◆ TASK ITEM ◆
Return the entries below verbatim. Pictures stay out.

(Collected data entries)
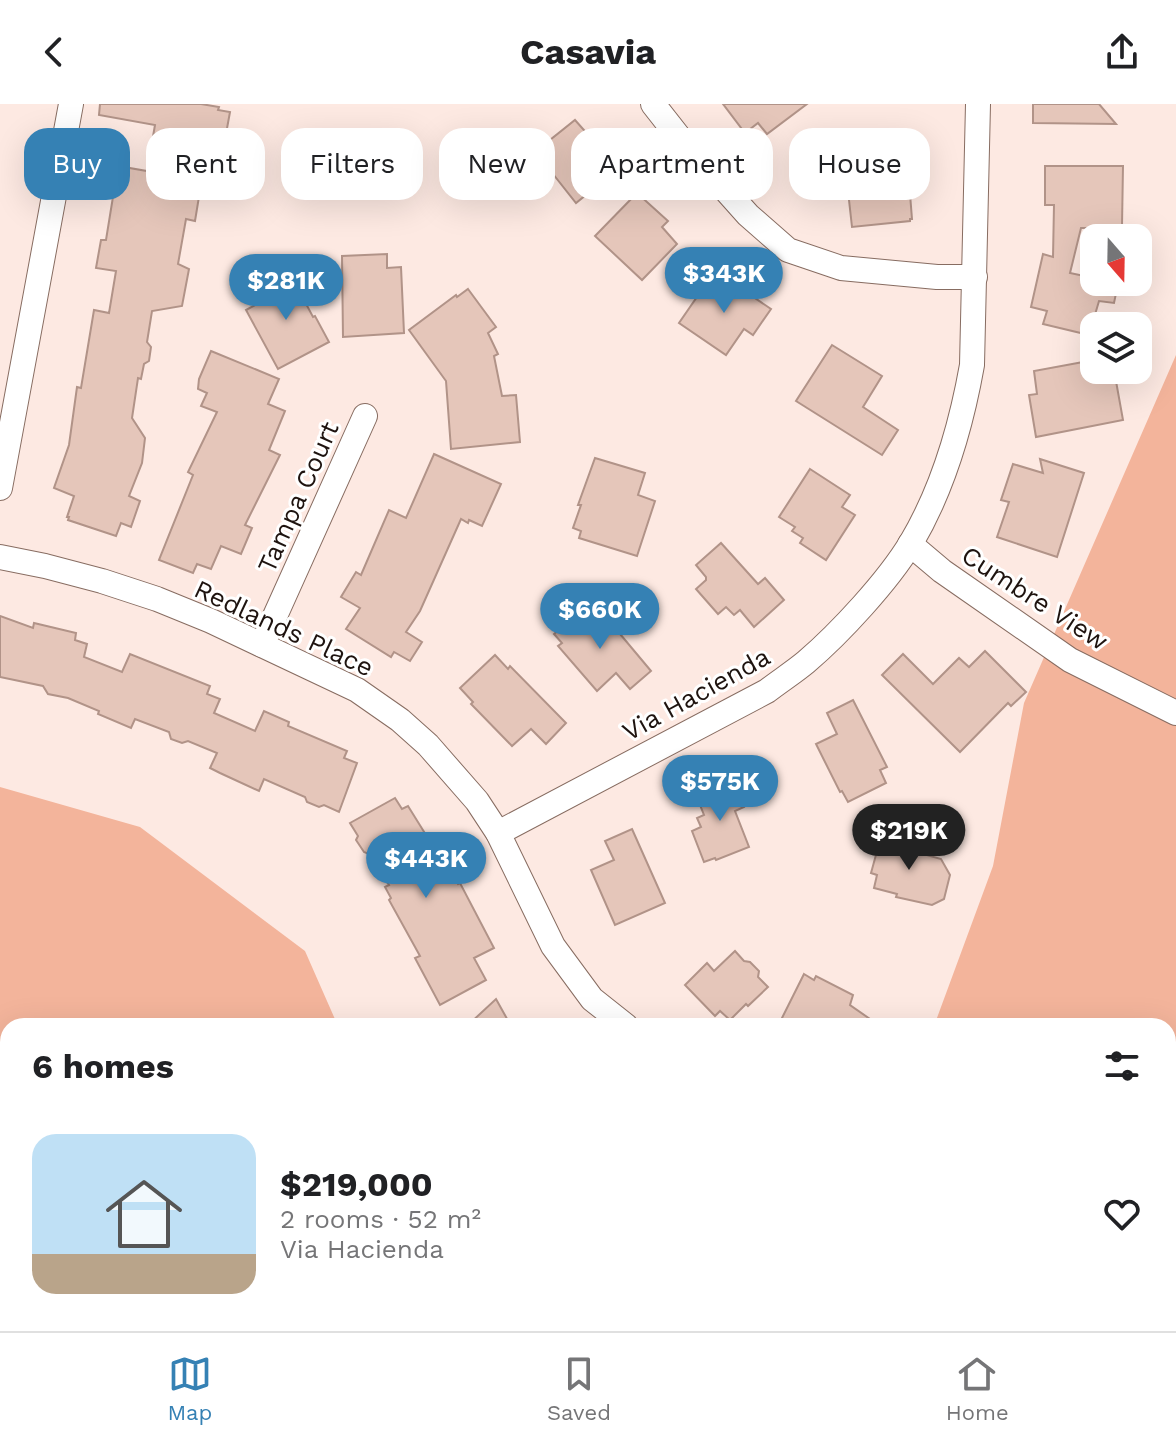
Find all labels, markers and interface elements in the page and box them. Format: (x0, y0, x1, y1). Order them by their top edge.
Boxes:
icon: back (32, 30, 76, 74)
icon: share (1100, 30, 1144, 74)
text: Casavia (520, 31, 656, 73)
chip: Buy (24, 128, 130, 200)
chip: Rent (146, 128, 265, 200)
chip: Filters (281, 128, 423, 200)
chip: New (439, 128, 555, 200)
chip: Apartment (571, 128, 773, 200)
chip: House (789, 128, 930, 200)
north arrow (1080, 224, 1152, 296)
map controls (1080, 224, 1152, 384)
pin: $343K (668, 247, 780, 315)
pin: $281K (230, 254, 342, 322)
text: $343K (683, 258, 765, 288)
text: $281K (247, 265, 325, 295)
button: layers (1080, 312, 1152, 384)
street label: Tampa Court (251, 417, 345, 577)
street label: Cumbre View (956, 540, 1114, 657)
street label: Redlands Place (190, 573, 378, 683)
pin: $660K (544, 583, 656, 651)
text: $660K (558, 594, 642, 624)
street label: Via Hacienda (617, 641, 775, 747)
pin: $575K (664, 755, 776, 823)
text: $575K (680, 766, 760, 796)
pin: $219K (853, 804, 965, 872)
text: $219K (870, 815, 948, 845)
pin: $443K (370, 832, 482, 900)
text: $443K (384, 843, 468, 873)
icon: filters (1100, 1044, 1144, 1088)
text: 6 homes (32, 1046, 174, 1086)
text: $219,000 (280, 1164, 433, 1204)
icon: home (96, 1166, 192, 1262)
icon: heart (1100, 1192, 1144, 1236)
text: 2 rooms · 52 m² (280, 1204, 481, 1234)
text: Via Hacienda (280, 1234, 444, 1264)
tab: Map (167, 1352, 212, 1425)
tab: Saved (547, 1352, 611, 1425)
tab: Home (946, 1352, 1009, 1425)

◆ EXERCISE SOLUTION ◆
Find all labels, markers and interface elements in the page and box them. Format: (x0, y0, x1, y1). Order them by their top edge.
Boxes:
icon: back (32, 30, 76, 74)
icon: share (1100, 30, 1144, 74)
text: Casavia (520, 31, 656, 73)
chip: Buy (24, 128, 130, 200)
chip: Rent (146, 128, 265, 200)
chip: Filters (281, 128, 423, 200)
chip: New (439, 128, 555, 200)
chip: Apartment (571, 128, 773, 200)
chip: House (789, 128, 930, 200)
north arrow (1080, 224, 1152, 296)
map controls (1080, 224, 1152, 384)
pin: $343K (668, 247, 780, 315)
pin: $281K (230, 254, 342, 322)
text: $343K (683, 258, 765, 288)
text: $281K (247, 265, 325, 295)
button: layers (1080, 312, 1152, 384)
street label: Tampa Court (251, 417, 345, 577)
street label: Cumbre View (956, 540, 1114, 657)
street label: Redlands Place (190, 573, 378, 683)
pin: $660K (544, 583, 656, 651)
text: $660K (558, 594, 642, 624)
street label: Via Hacienda (617, 641, 775, 747)
pin: $575K (664, 755, 776, 823)
text: $575K (680, 766, 760, 796)
pin: $219K (853, 804, 965, 872)
text: $219K (870, 815, 948, 845)
pin: $443K (370, 832, 482, 900)
text: $443K (384, 843, 468, 873)
icon: filters (1100, 1044, 1144, 1088)
text: 6 homes (32, 1046, 174, 1086)
text: $219,000 (280, 1164, 433, 1204)
icon: home (96, 1166, 192, 1262)
icon: heart (1100, 1192, 1144, 1236)
text: 2 rooms · 52 m² (280, 1204, 481, 1234)
text: Via Hacienda (280, 1234, 444, 1264)
tab: Map (167, 1352, 212, 1425)
tab: Saved (547, 1352, 611, 1425)
tab: Home (946, 1352, 1009, 1425)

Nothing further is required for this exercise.